Creating the histogram invloves creating an array of Bins with the appropriate ranges and then determining how many data points fall into each range.

public static IEnumerable<Bin> Histogram(this IEnumerable<double> source, int binCount, BinningMode mode = BinningMode.Unbounded)
{
if (source == null)
throw new ArgumentNullException("source");

if (!source.Any())
throw new InvalidOperationException("source sequence contains no elements");

var bins = BinFactory.CreateBins(source.Min(), source.Max(), binCount, mode);
source.AssignBins(bins);

return bins;
}

### Range

Range is the length of the smallest interval which contains all the data.

public static double Range(this IEnumerable<double> source)
{
return source.Max() - source.Min();
}

### Covariance

Covariance is a measure of how much two variables change together.

public static double Covariance(this IEnumerable<double> source, IEnumerable<double> other)
{
int len = source.Count();

double avgSource = source.Average();
double avgOther = other.Average();
double covariance = 0;

for (int i = 0; i < len; i++)
covariance += (source.ElementAt(i) - avgSource) * (other.ElementAt(i) - avgOther);

return covariance / len;
}

### Pearson's Chi Square Test

Pearson's chi square test is used to assess two types of comparisons: tests of goodness of fit, and tests of independence.

In other words, it is a measure of how well a sample distribution matches a predicted distribution or the degree of correlation between two sample distributions. Pearson's is often used in scientific applications to test the validity of hypotheses.

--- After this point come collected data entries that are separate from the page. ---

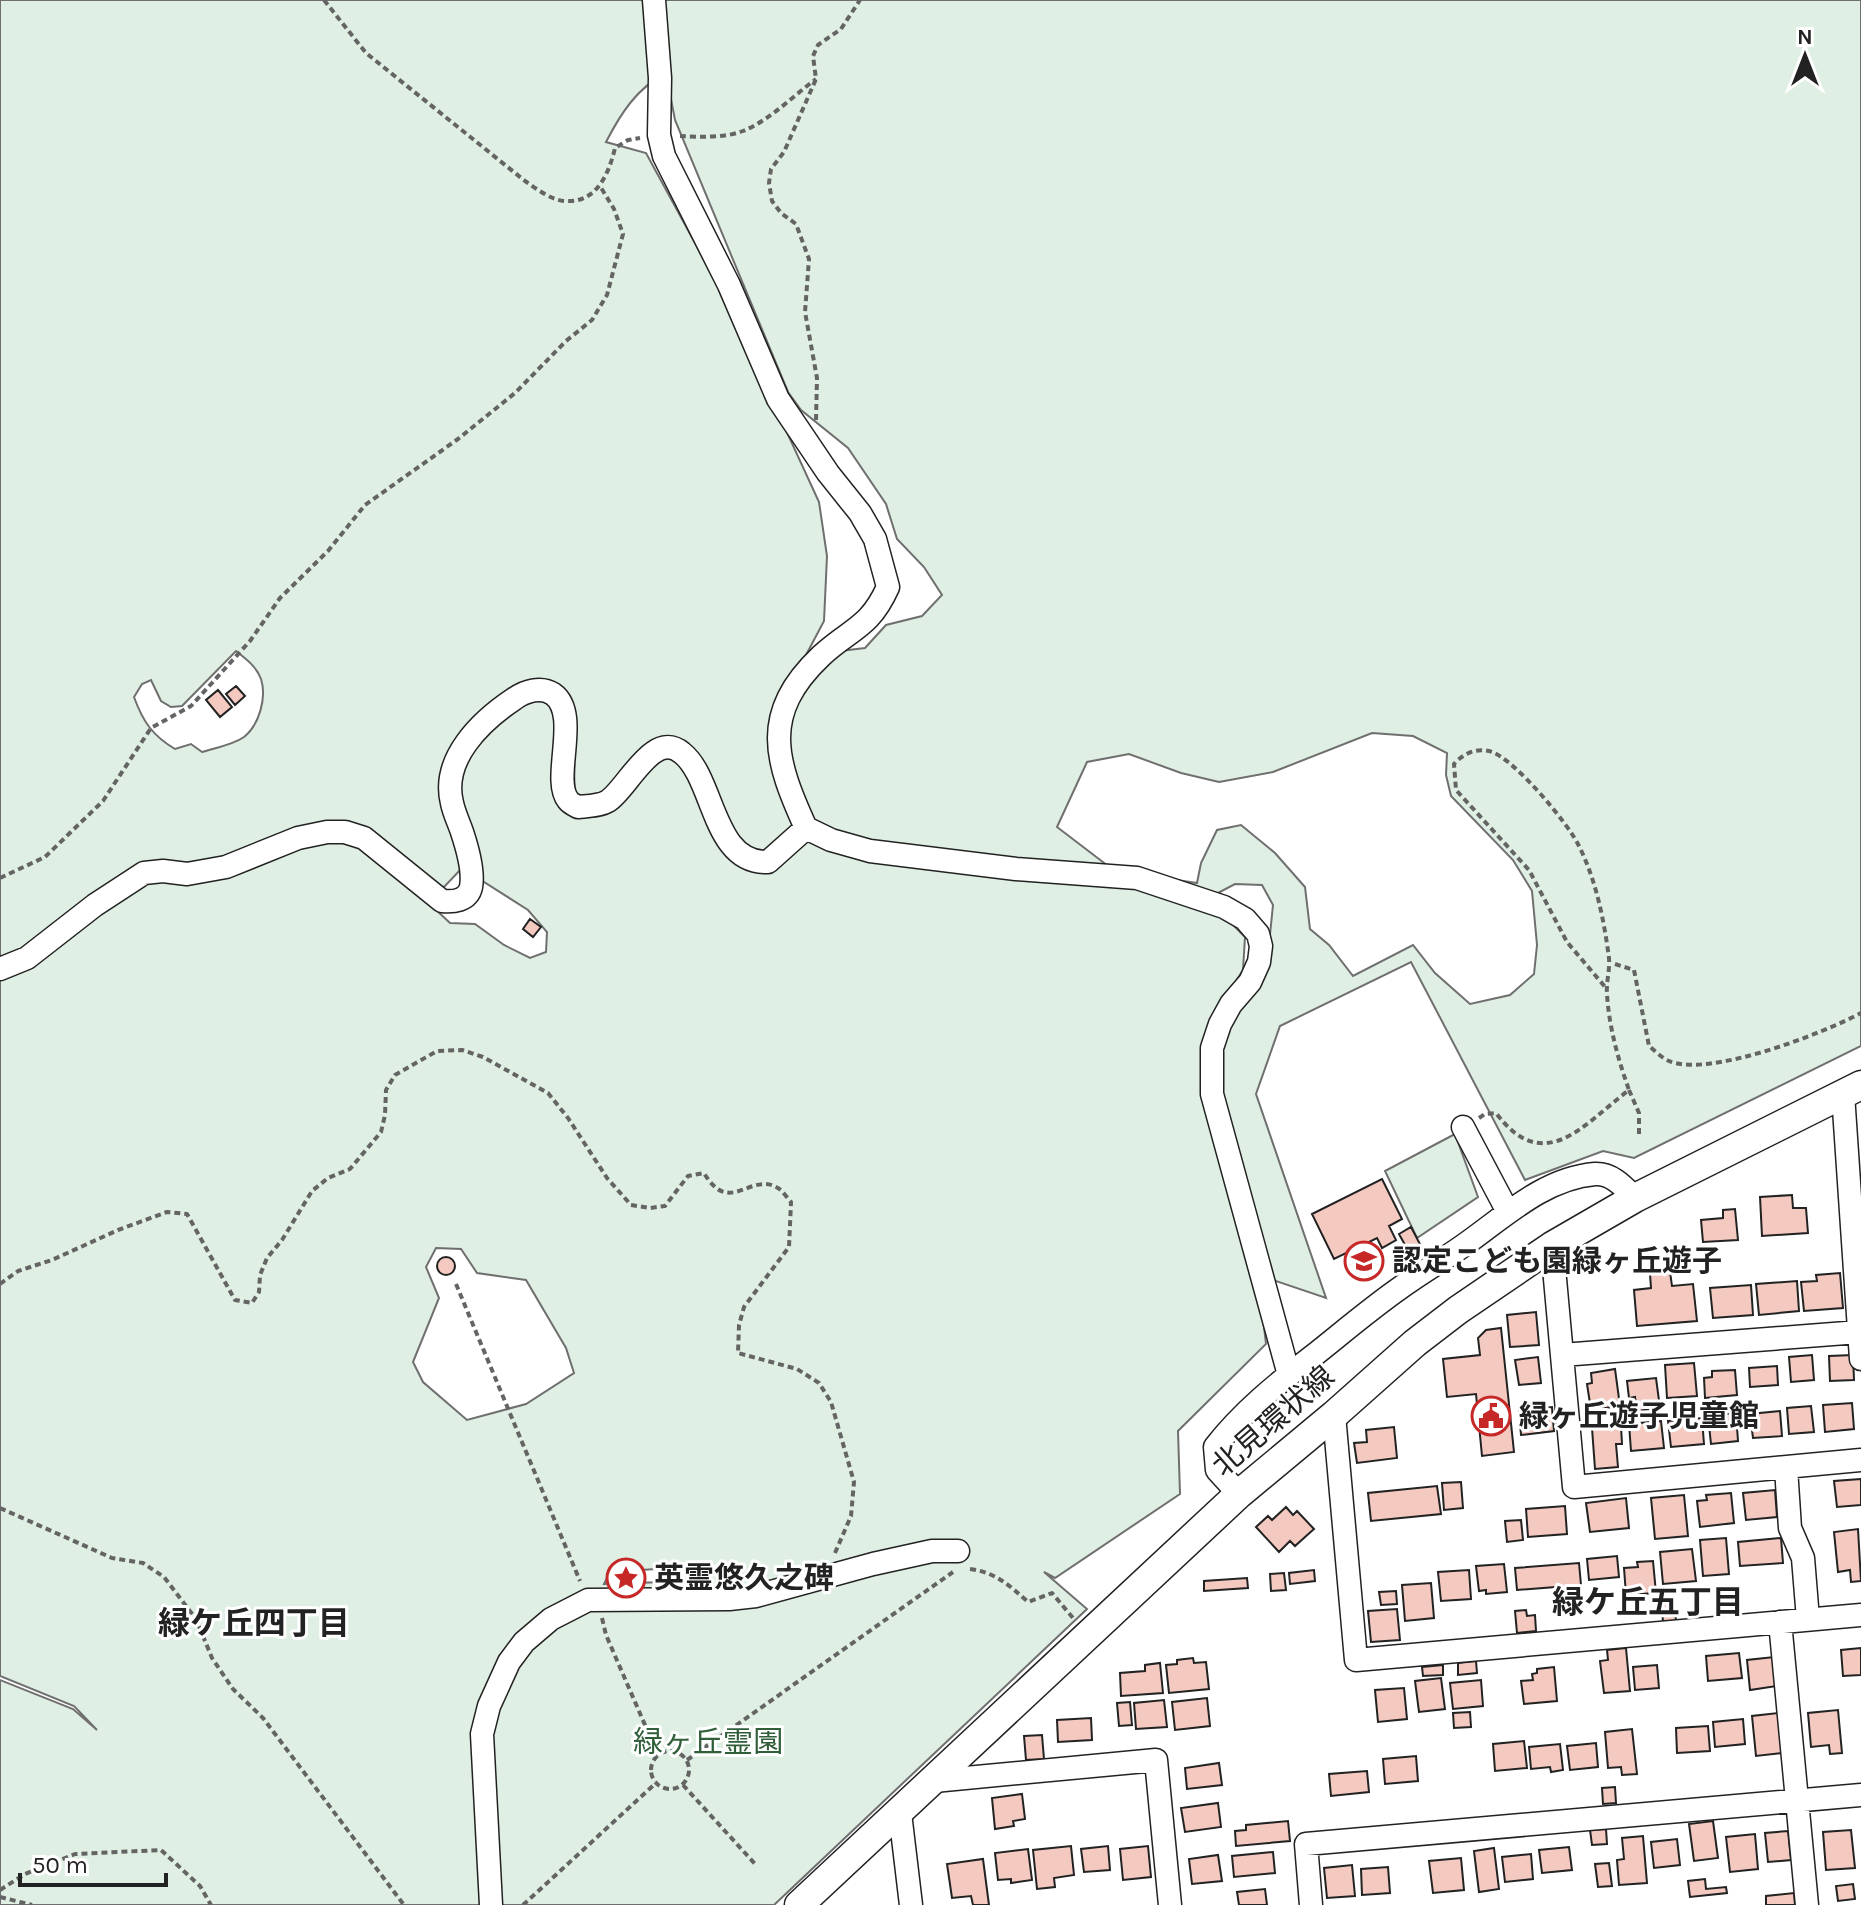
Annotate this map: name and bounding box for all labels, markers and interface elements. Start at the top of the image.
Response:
north arrow [1765,16,1845,96]
text: N [1797,24,1813,50]
school or university icon: 認定こども園緑ヶ丘遊子 [1343,1240,1385,1282]
place label: 認定こども園緑ヶ丘遊子 [1392,1243,1722,1279]
street label: 北見環状線 [1205,1358,1341,1484]
public building icon: 緑ヶ丘遊子児童館 [1470,1395,1512,1437]
place label: 緑ヶ丘遊子児童館 [1519,1398,1759,1434]
place icon: 英霊悠久之碑 [605,1557,647,1599]
place label: 英霊悠久之碑 [654,1560,834,1596]
district label: 緑ケ丘五丁目 [1552,1584,1744,1621]
district label: 緑ケ丘四丁目 [158,1605,350,1642]
park label: 緑ヶ丘霊園 [633,1724,783,1760]
scale bar [20,1837,166,1887]
text: 50 m [32,1851,88,1879]

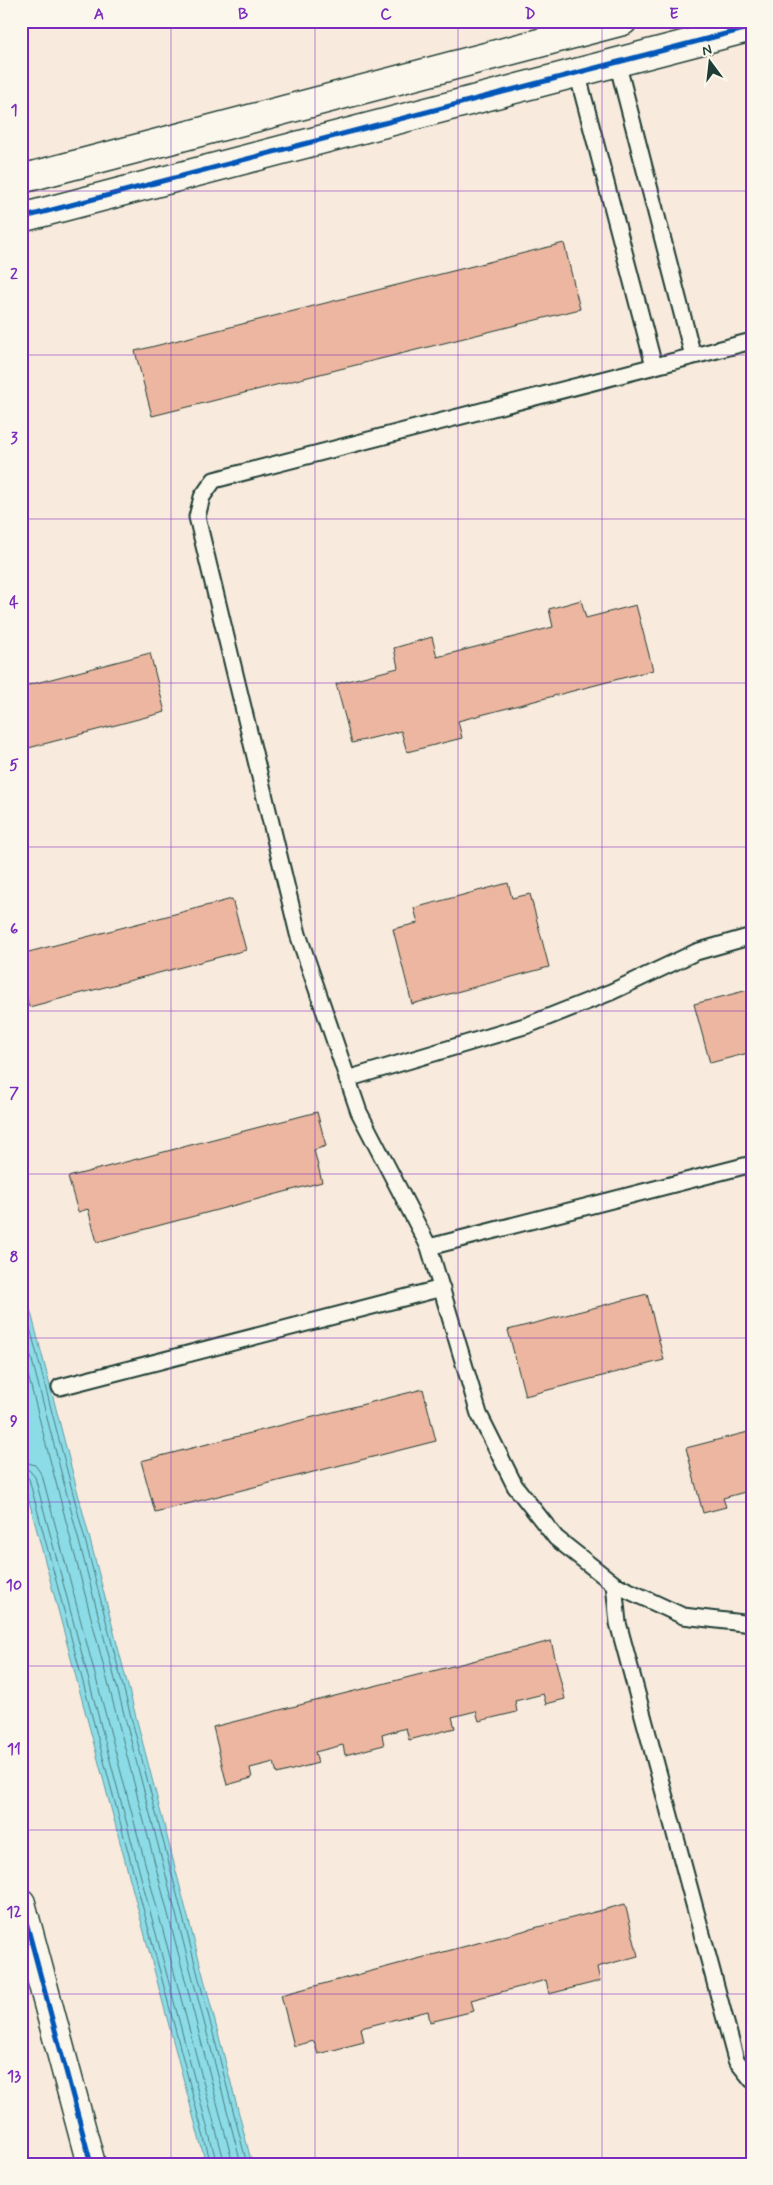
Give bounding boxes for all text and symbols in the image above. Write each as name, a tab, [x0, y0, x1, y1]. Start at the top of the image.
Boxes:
text: A	[94, 4, 104, 25]
text: B	[238, 4, 248, 25]
text: C	[380, 4, 392, 25]
text: D	[524, 4, 536, 25]
text: E	[669, 4, 679, 25]
north arrow	[686, 38, 736, 88]
text: N	[700, 41, 714, 60]
text: 1	[10, 100, 18, 121]
text: 2	[10, 264, 18, 285]
text: 3	[10, 428, 18, 449]
text: 4	[9, 592, 19, 613]
text: 5	[9, 755, 19, 776]
text: 6	[10, 919, 18, 940]
text: 7	[9, 1083, 19, 1104]
text: 8	[9, 1247, 19, 1268]
text: 9	[10, 1411, 18, 1432]
text: 10	[6, 1575, 22, 1596]
text: 11	[7, 1739, 21, 1760]
text: 12	[6, 1902, 22, 1923]
text: 13	[7, 2066, 21, 2087]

public static double Pearson(this IEnumerable<double> source,
IEnumerable<double> other)
{
return source.Covariance(other) / (source.StandardDeviationP() *
other.StandardDeviationP());
}

### Linear Least Squares

Least Squares is an apporach for deteremining the approximate solution for a distribution of data used in regression analysis. Said another way, given a distribution of 2 dimensional data what is the equation the best predicts y as a function of x in the form y = mx + b, where m is the slope of the line and b is where it intercepts the y axis on a 2d graph.

For this calculation a struct is returned that indicates m and b.

public static LeastSquares LeastSquares(this IEnumerable<Tuple<double, double>> source)
{
int numPoints = 0;
double sumX = 0;
double sumY = 0;
double sumXX = 0;
double sumXY = 0;

foreach (var tuple in source)
{
numPoints++;
sumX += tuple.Item1;
sumY += tuple.Item2;
sumXX += tuple.Item1 * tuple.Item1;
sumXY += tuple.Item1 * tuple.Item2;
}

if (numPoints < 2)
throw new InvalidOperationException("Source must have at least 2 elements");

double b = (-sumX * sumXY + sumXX * sumY) / (numPoints * sumXX - sumX * sumX);
double m = (-sumX * sumY + numPoints * sumXY) / (numPoints * sumXX - sumX * sumX);

return new LeastSquares(m, b);
}

### Root Mean Square

Root Mean Square is the measure of the magnitude of a varying series. This is particularly useful for waveforms.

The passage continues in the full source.